Russia criticized Armenia on Friday to have a statue erected in Yerevan representing an Armenian nationalist who fought against the Bolsheviks, before collaborating with Nazi Germany.
A spokesman for the Russian Foreign Ministry said that the statue of Garegin Njdeh is “not compatible with the idea of honoring the memory of the heroes” of the Second World War. The Republican Party rejected the criticism.
Born in the Russian Empire in 1886, Njdeh became an Armenian nationalist activist from an early age. He spent several years in Russian prisons. He was pardoned by Russian authorities before ordering one of Armenian volunteer units who fought the Ottoman Turkish army alongside Russian troops during World War II.

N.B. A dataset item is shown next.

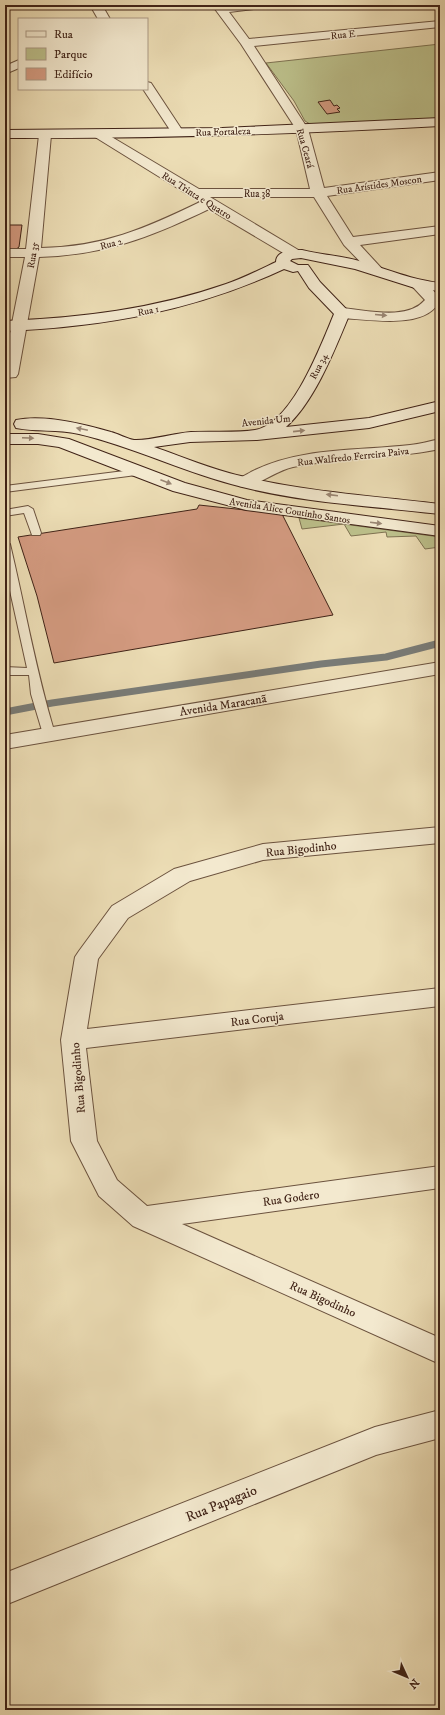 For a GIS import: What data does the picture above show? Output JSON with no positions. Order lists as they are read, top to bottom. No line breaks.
{"streets":{"street":["Rua E","Rua Fortaleza","Rua Ceará","Rua Arístides Moscon","Rua 38","Rua Trinta e Quatro","Rua 2","Rua 35","Rua 1","Rua 34","Avenida Um","Rua Walfredo Ferreira Paiva","Avenida Alice Coutinho Santos","Avenida Maracanã","Rua Bigodinho","Rua Coruja","Rua Godero","Rua Papagaio"]},"crossings":[["Rua E","Rua Ceará"],["Rua Fortaleza","Rua Ceará"],["Rua Fortaleza","Rua Trinta e Quatro"],["Rua Fortaleza","Rua 35"],["Rua Ceará","Rua Arístides Moscon"],["Rua Ceará","Rua 38"],["Rua Ceará","Rua Trinta e Quatro"],["Rua Arístides Moscon","Rua 38"],["Rua 38","Rua Trinta e Quatro"],["Rua Trinta e Quatro","Rua 2"],["Rua Trinta e Quatro","Rua 1"],["Rua 2","Rua 35"],["Rua 35","Rua 1"],["Rua 34","Avenida Um"],["Avenida Um","Avenida Alice Coutinho Santos"],["Rua Walfredo Ferreira Paiva","Avenida Alice Coutinho Santos"],["Rua Bigodinho","Rua Coruja"],["Rua Bigodinho","Rua Godero"]],"legend":["Rua","Parque","Edifício"],"north":"bottom right"}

Njdeh has become one of the leading commanders of the independent Armenian Republic formed in 1918 after the Bolshevik revolution. In late 1920, he went up armed resistance against the takeover of the republic by the Bolshevik Russia to Zangezur, a mountainous region that is now the south of Armenia. Njdeh and his followers ended the resistance and fled to neighboring Persia in July 1921 after receiving assurances that the region would not be incorporated into Soviet Azerbaijan.
Njdeh was one of exiled Armenian leaders who have pledged allegiance to Nazi Germany in 1942 with the stated purpose of saving the Soviet Armenia of possible Turkish invasion in the event, they considered very likely to Soviet defeat the Third Reich. However, so-called Armenian Legion has never played a major role in the military operations of the Wehrmacht.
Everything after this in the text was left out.